Lee's works, many of which he co-created with collaborators Jack Kirby and Steve Ditko, have laid the foundation for Feige's shared Marvel Cinematic Universe — home to iconic Lee co-creations Spider-Man (Tom Holland), Iron Man (Robert Downey Jr.), Black Panther (Chadwick Boseman), and Thor (Chris Hemsworth).
A little more than a year ago, the Disney-owned franchise became the first ever to earn more than $5 billion at the North American box office. In July, following the blockbuster releases of Black Panther and Avengers: Infinity War, the MCU surpassed $17 billion in box office receipts.
"The amazing thing to be thankful for is that Stan got to see it all happen," Feige said.

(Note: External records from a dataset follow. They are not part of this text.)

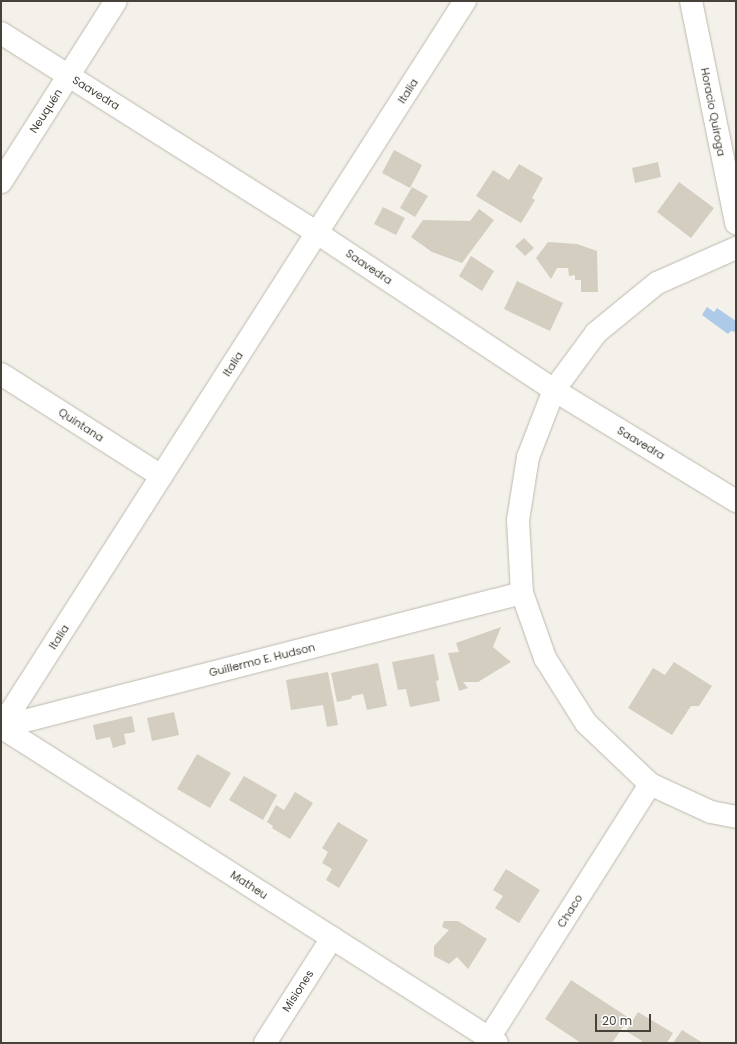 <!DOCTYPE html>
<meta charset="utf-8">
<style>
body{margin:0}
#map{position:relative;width:737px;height:1044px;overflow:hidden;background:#f3f1ea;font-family:Poppins,sans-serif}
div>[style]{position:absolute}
.water>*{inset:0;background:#adcbe9}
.building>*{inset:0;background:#d4cec0}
.roads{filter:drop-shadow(0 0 1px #beb9ad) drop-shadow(0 0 1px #beb9ad)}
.minor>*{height:22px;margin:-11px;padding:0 11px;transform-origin:11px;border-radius:11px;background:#fff}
span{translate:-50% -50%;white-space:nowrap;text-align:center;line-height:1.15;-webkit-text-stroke:3px #fff;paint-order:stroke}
.street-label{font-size:11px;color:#464239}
.frame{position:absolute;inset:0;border:2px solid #464239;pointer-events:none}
.scale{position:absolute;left:595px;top:1014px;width:56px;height:18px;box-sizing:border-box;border:2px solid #464239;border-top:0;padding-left:5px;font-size:12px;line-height:14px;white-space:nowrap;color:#464239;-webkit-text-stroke:3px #fff;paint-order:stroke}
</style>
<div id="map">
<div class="water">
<i style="clip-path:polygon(707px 307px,714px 312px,717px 308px,736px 321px,736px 332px,731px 331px,728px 334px,702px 315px)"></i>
</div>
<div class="building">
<i style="clip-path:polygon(394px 150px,422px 165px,410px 188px,382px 173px)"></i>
<i style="clip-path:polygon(658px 162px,661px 177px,635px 183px,632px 168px)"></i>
<i style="clip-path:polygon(519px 164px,543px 178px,532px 198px,535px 200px,521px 223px,476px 196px,493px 170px,509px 180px)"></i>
<i style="clip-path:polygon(679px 182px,714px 208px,691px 238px,657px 212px)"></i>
<i style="clip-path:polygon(412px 187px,428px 196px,415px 217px,400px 208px)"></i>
<i style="clip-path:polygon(383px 207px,405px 218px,396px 235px,374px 224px)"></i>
<i style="clip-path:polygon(479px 209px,494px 220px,462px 263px,432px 252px,411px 237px,423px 220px,470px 221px)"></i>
<i style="clip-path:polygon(524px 238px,534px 248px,525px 256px,515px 246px)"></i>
<i style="clip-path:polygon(548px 242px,577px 244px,597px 251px,598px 292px,581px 292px,581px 280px,575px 280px,575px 275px,569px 276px,568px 268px,557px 268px,551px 279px,536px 258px)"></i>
<i style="clip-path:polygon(471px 256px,494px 271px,482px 291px,459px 276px)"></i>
<i style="clip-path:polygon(517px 281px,563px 303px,550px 331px,504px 309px)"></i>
<i style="clip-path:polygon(501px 627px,493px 647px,511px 662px,478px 682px,463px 682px,468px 688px,459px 691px,448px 653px,459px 652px,456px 643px)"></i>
<i style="clip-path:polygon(434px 654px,439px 680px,436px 681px,440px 701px,410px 707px,406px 689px,398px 690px,392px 662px)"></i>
<i style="clip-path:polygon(674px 662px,712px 686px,699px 706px,691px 706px,672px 735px,628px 708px,653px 668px,665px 675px)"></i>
<i style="clip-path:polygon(378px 663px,387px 706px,367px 710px,363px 694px,352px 696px,351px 699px,337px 702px,331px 673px)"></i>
<i style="clip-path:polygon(328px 672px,338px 725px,327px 727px,323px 705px,291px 710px,286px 680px)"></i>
<i style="clip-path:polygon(174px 712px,179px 735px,152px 741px,147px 718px)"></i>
<i style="clip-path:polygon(132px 716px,135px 732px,124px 734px,126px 744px,113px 748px,110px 737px,96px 740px,93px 725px)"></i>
<i style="clip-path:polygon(197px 754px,231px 773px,210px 808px,177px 789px)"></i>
<i style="clip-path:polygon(244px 776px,277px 795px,263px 820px,229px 800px)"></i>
<i style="clip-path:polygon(295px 792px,313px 803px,290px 839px,272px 828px,273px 826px,267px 822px,276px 805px,284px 810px)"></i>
<i style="clip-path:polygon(338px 822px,368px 840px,339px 888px,326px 880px,332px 869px,322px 863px,328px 852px,322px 848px)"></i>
<i style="clip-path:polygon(506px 869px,540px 890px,519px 923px,495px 908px,503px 896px,493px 890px)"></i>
<i style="clip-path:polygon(444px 921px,458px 921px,487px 939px,468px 969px,457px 957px,449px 964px,434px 956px,434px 946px,449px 930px,442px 927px)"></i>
<i style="clip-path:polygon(571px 980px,629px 1018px,612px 1043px,581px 1043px,545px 1019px)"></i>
<i style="clip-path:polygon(638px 1012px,673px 1033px,667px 1043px,641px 1043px,642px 1041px,626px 1031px)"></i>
<i style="clip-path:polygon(682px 1030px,703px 1043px,673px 1043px)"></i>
</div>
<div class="roads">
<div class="minor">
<i style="left:691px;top:1px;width:227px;rotate:78.5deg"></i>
<i style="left:1px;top:33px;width:374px;rotate:32.3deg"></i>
<i style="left:317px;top:233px;width:284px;rotate:33.5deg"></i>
<i style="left:554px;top:390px;width:213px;rotate:31.4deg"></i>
<i style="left:1px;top:182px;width:214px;rotate:-57.6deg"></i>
<i style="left:736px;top:248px;width:86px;rotate:156.1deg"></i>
<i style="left:657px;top:283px;width:79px;rotate:140.7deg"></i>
<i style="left:596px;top:333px;width:71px;rotate:126.4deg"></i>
<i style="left:554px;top:390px;width:72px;rotate:111.2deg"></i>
<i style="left:528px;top:457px;width:64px;rotate:99deg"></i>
<i style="left:518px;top:520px;width:73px;rotate:86.9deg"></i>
<i style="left:522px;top:593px;width:69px;rotate:70.5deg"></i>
<i style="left:545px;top:658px;width:77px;rotate:57.8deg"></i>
<i style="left:586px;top:723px;width:88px;rotate:43.6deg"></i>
<i style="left:650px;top:784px;width:67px;rotate:24.7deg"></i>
<i style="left:711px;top:812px;width:25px;rotate:11deg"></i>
<i style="left:1px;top:374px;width:190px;rotate:32.5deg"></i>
<i style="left:1px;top:727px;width:862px;rotate:-57.42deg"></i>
<i style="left:1px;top:727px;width:588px;rotate:32.5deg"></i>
<i style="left:1px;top:727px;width:538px;rotate:-14.42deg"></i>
<i style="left:489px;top:1038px;width:301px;rotate:-57.6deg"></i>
<i style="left:265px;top:1043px;width:125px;rotate:-57.5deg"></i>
</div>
</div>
<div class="street-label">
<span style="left:408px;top:91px;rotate:-57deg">Italia</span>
<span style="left:96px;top:93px;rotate:32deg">Saavedra</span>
<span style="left:46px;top:111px;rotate:-57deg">Neuquén</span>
<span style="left:713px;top:112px;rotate:79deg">Horacio Quiroga</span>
<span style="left:369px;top:267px;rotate:34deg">Saavedra</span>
<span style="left:233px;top:364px;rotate:-57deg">Italia</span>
<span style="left:81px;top:425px;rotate:33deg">Quintana</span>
<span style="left:641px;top:443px;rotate:31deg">Saavedra</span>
<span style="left:59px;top:637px;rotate:-57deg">Italia</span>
<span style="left:262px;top:660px;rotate:-14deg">Guillermo E. Hudson</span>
<span style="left:249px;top:885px;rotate:33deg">Matheu</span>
<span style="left:570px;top:911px;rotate:-58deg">Chaco</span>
<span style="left:298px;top:991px;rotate:-57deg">Misiones</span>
</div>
<div class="frame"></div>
<div class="scale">20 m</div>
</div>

"Stan dominated pop culture. He saw it and was aware and he loved it. I've been saying for years that the characters he created will outlive all of us making the movies, and enter the pantheon of myth which he read and was inspired by as a kid."
One of those influences, Lee noted in a video just two months ago, was the Scarlet Pimpernel: a dashing righter of wrongs who emerged in literature as "the first character who could be called a superhero."

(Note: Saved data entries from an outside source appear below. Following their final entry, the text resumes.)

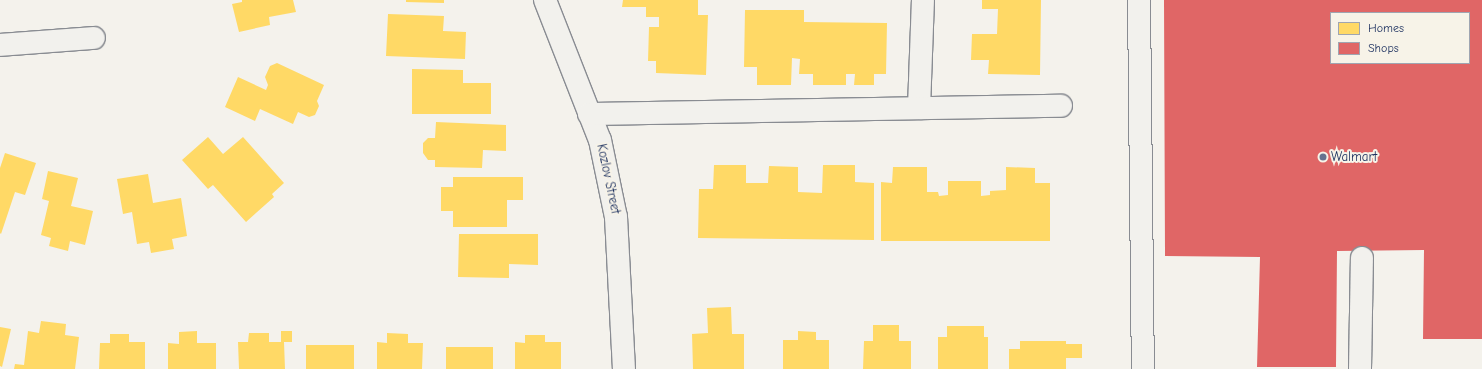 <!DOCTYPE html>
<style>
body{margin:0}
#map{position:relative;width:1482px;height:369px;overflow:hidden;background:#f4f2ec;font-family:"Comic Neue",sans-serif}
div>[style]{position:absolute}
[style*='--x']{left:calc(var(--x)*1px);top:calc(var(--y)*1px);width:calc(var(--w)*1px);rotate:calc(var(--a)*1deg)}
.homes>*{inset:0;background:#ffd966;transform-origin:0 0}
.shops>*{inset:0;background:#e06666}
.roads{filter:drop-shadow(1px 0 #898c92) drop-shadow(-1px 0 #898c92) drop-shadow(0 1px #898c92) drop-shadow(0 -1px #898c92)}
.minor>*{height:22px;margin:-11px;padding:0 11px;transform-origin:11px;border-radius:11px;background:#f2f1ed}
.dots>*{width:11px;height:11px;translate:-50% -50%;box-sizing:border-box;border:2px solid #f7f3e8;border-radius:50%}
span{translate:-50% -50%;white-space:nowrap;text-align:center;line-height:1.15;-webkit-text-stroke:4px #f7f3e8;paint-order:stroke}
.poi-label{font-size:13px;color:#1b2f5e}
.left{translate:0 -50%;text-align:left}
.street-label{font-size:13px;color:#1b2f5e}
.legend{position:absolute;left:1330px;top:12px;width:140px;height:52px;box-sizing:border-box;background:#f7f3e8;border:1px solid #9fa5b1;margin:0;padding:5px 7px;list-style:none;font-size:12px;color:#1b2f5e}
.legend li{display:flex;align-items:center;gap:8px;height:20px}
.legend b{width:20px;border:1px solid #9fa5b1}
</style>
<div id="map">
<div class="homes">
<div style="clip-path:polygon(242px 0,293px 0,296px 12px,269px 17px,270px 25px,239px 32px,232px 4px,242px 2px)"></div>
<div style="clip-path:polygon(406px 0,444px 0,444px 3px,406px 2px)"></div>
<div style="clip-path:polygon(623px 0,698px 0,698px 15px,708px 15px,706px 75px,656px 73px,656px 61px,648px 61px,649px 27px,659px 27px,659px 17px,646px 17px,646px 7px,622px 7px)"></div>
<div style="clip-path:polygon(982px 0,1041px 0,1040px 75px,988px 74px,989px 60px,971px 60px,972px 34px,997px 34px,998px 9px,982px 9px)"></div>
<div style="clip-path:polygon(745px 10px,804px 10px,804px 22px,887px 23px,886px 74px,874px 74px,874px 85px,854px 85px,855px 74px,846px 74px,846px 85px,813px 85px,813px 74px,799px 74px,800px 59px,792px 58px,791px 85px,757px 85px,757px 67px,744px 67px)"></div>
<div style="clip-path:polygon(388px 14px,444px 16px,443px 31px,466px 32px,465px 59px,386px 56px)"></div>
<div style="clip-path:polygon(277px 63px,324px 85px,317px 101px,319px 106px,315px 115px,309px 117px,298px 112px,293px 124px,260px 109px,255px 121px,225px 107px,238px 77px,266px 90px,268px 85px,265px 77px,270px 66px)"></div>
<div style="clip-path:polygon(412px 69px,463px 70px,463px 83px,491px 83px,491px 114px,412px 114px)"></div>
<div style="clip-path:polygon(436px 122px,506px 125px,506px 151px,483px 150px,482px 168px,435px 167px,435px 160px,428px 160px,423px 153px,423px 143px,428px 138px,435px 138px)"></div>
<div style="clip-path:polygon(208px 137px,223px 154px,243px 137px,284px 183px,272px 194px,274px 197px,246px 222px,213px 185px,208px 189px,182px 160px)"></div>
<div style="clip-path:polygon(5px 153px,36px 163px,25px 195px,15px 192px,1px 234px,0 233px,0 168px)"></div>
<div style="clip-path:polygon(714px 165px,746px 165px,746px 183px,768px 183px,769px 166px,798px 167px,798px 192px,822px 193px,823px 165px,855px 165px,855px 182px,874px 183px,874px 240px,698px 238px,699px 189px,713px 189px)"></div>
<div style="clip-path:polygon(893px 167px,927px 167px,927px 192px,938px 192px,939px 196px,948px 195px,948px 181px,981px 181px,981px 196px,990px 195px,990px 191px,1006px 190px,1006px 167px,1035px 168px,1035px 183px,1050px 183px,1050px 241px,881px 241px,881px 182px,892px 183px)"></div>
<div style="clip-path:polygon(48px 171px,78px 178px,71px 206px,93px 211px,85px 245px,70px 241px,68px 251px,49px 246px,51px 238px,41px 235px,49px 201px,42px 199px)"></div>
<div style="clip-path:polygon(148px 174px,153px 203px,181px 198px,187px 236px,172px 239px,174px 249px,151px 253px,149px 242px,137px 244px,132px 212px,123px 214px,117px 179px)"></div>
<div style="clip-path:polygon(453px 177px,523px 177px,523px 200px,507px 200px,507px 227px,453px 227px,453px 211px,441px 211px,441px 187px,453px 187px)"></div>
<div style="clip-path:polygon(459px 234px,538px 234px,538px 265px,509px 264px,509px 278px,458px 277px)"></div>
<div style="clip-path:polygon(731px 307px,732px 334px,744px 334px,744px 369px,693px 369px,692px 334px,708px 333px,707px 308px)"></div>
<div style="clip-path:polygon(41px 321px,66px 324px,65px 335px,79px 337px,75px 369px,14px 369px,15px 364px,24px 365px,28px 331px,39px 333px)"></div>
<div style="clip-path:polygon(873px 325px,899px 325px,899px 341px,911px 341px,911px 369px,863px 369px,864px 341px,873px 341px)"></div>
<div style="clip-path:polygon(947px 326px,984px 326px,984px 337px,988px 337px,988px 369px,938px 369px,938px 337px,947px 337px)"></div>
<div style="clip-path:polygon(0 327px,11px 329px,2px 367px,0 366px)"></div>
<div style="clip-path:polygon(197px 331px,197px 343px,216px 343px,216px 369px,168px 369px,168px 343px,179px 344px,179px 332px)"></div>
<div style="clip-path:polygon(281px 331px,292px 331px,292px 342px,284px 342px,285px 369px,239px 369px,238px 342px,248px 342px,249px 333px,269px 333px,269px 342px,281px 342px)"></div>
<div style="clip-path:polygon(798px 331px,816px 332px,816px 340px,829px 340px,829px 369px,783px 369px,783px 340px,798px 340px)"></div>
<div style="clip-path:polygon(387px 333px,408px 334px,408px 343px,423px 343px,422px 369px,377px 369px,377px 342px,387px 343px)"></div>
<div style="clip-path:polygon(110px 334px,129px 334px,129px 342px,145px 342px,145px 369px,99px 369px,100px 343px,110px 343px)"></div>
<div style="clip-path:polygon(525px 335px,545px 335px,545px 342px,561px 342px,561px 369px,515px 369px,515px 342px,525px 343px)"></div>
<div style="clip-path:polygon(1020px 341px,1066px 341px,1066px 344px,1082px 344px,1082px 358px,1066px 358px,1066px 369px,1009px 369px,1009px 349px,1020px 349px)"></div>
<div style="left:306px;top:345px;width:48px;height:24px"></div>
<div style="left:446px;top:347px;width:47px;height:22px"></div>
</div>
<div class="shops">
<div style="clip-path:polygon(evenodd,1164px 0,1482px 0,1482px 339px,1423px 339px,1424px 250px,1337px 251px,1336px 367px,1257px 367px,1260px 257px,1165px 256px,1164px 0,1331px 13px,1469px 13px,1469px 63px,1331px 63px,1331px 13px)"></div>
</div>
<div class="roads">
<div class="minor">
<div style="--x:545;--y:0;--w:150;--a:68.6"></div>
<div style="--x:600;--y:140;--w:79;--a:78.3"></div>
<div style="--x:616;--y:217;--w:152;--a:87"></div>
<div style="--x:1139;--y:0;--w:369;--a:89.4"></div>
<div style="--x:0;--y:45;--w:94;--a:-4.3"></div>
<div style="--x:919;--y:108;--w:108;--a:-87.9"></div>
<div style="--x:589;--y:114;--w:472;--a:-1"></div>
<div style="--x:1360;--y:369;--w:111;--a:-89"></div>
</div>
</div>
<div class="dots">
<div style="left:1323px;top:157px;background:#677390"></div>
</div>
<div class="poi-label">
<span class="left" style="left:1331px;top:157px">Walmart</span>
</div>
<div class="street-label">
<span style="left:608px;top:179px;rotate:78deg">Kozlov Street</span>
</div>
<ul class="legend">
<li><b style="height:11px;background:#ffd966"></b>Homes</li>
<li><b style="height:11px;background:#e06666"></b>Shops</li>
</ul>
</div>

Lee, who has made a cameo appearance in every single entry in Marvel Studios' 20-movie filmography thus far, was instrumental in the success of those films but was sure to let Feige and his team reinterpret Marvel's characters — many of whom he helped create or define — for a new generation on the big screen since launching the shared universe with 2008's Iron Man.
"Stan was always very gracious with all of us at Marvel Studios and very encouraging. Despite his persona on stage, Stan was very humble. He was not the type to come in and tell us how to be, but he encouraged us to follow his lead," Feige said.
"Take Black Panther — people would talk about the importance of the movie and what a brave thing it was for Walt Disney Studios to spend this kind of money on an almost entirely African-American cast — which is entirely true. But look at what Stan Lee and Jack Kirby did in the 1960s, creating that character in the center of the Civil Rights movement. At many turns, as we work on the movies and aim to do justice, part of that is in taking those kinds of risks. And recognizing the important thematics that Stan did."
Lee previously reflected on creating T'Challa and the forward-thinking technologically-advanced nation of Wakanda, which has gone on to play a central role in the MCU since its full introduction in Black Panther, serving as the setting for the ending of major crossover event film Avengers: Infinity War.2comments
T'Challa and his people have emerged as the latest breakouts in a universe that shows no signs of slowing, continuing on next in the Brie Larson-led Captain Marvel, finale-slash-new-beginning Avengers 4, and Spider-Man: Far From Home. All three films, releasing in 2019, are expected to feature cameo appearances by Lee.
Captain Marvel opens March 8, followed by Avengers 4 May 3 and Spider-Man: Far From Home July 5, 2019.